My Rating: 9 out of 10

4-Word Review: A Texas sized drama.

Based on the Larry McMurtry novel, who also co-wrote the screenplay, the story deals with the inter-workings and relationships of a people living in a small Texas town known as Anarene during the years of 1951 and 1952.  There’s Duane (Jeff Bridges) and Sonny (Timothy Bottoms) two high school seniors who are also best friends. Duane dates the highly attractive Jacey (Cybill Shepherd) who seems more geared to playing the field with every guy in town and even makes a play for Sonny, which seriously affects his relationship with Duane. There’s also Ruth (Cloris Leachman) the lonely coach’s wife who begins a brief affair with Sonny until he decides to bail-out for the more attractive Jacey. Sam (Ben Johnson) makes up part of the older generation still stuck in the dusty town and trying to make ends meet by running the local movie theater and pool hall both of which come to a halt when he dies suddenly.

I saw this film just recently outside on the big screen as part of the Texas Film Heritage and Preservation Society here in Austin. Although I had seen it before I was hit with how much more impressive and visually sumptuous it is on the big screen. Robert Surtees’ black and white cinematography is top-notch and the main ingredient to what makes it so spellbinding, so much meticulous attention is taken into each and every shot that one could almost watch this with the sound down and still find it thoroughly compelling.

Director Peter Bogdanovich takes great care to make sure that all of the elements are there and spins them together like a well-crafted machine so the viewer learns bit and pieces about these characters and their attitudes through each shot and camera angle that comes along. Filming it on-location in Archer City where McMurtry grew up helps accentuate the authenticity as does playing the country music from the period although I could’ve done with a little less of that and more of the sound of the wind and dust crackling across the barren region instead.

What surprised me most was how interesting and varied the love making scenes where and how instrumental they became to the film as a whole. One of the most memorable ones is when Sonny first tries to make love to Ruth, but is quite awkward about it. We see the pained expressions on both of their faces, hear the rusty springs of the mattress, and then finally witness Ruth’s attempts to shield her crying and frustration from Sonny. Duane’s futile attempt at sex with Jacey later on is also good particularly the fiery look of anger spewing from Jacey’s eyes when he is unable to perform. The scene involving a mentally challenged young man pushed into attempting sex with an obese and caustic prostitute inside the backseat of a cramped car is both darkly funny and sad, but the most provocative love making moment comes near the end when Jacey has sex with her mother’s boyfriend (Clu Gulager) on top of a pool table inside a dark and lonely pool hall while bracing the table’s side pockets with her hands for leverage.
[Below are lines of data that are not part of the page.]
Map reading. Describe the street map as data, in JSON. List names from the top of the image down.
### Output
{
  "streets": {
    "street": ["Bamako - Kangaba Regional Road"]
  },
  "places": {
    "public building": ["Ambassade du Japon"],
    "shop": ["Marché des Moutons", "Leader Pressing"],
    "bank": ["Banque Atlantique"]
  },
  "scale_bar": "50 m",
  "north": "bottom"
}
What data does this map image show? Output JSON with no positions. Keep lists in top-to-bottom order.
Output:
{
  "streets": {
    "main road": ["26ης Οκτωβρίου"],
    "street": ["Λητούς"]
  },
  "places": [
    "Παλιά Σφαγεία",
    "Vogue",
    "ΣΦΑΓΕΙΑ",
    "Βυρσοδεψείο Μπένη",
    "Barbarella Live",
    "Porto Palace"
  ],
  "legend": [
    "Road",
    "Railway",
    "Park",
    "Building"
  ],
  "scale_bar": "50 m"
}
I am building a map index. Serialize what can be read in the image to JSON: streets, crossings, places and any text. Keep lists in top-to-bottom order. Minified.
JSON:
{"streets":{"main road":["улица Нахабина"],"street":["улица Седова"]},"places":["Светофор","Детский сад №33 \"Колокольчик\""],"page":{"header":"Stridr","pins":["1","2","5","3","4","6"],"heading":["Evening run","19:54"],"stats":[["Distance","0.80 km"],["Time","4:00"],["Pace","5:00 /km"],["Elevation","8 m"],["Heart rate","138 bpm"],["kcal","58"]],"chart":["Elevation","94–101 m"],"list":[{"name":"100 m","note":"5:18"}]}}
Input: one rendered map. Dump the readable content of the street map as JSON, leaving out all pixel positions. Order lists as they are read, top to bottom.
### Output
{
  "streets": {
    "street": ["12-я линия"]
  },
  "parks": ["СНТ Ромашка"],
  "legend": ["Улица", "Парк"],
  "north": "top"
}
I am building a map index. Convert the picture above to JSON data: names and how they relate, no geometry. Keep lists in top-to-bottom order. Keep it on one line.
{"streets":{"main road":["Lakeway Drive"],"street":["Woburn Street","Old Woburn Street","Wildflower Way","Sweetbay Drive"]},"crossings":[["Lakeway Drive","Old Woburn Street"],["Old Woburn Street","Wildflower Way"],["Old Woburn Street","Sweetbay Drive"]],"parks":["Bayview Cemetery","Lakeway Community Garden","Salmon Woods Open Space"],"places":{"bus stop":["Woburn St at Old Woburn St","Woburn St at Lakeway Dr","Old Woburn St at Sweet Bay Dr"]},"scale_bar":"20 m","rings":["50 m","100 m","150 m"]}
The performances are all-around outstanding and both Leachman and Johnson won the Academy Award for their work here, but I still came away feeling, just like I did twenty years ago when I first saw this film, that Shepherd does the best job and leaves the most lasting impression. I love how her character slips between being insecure and indecisive to cunning and conniving and Shepherd’s facial expressions are completely on-target all the way. Her striptease done on top of a diving board is still pretty hot and my only complaint about the character is the way she elopes with Sonny and then completely bails on him the next day. I realize she didn’t love the guy and she’s just used him like she did others, but I didn’t understand what her motivation was in this instance as she seemed to get little if anything out of it.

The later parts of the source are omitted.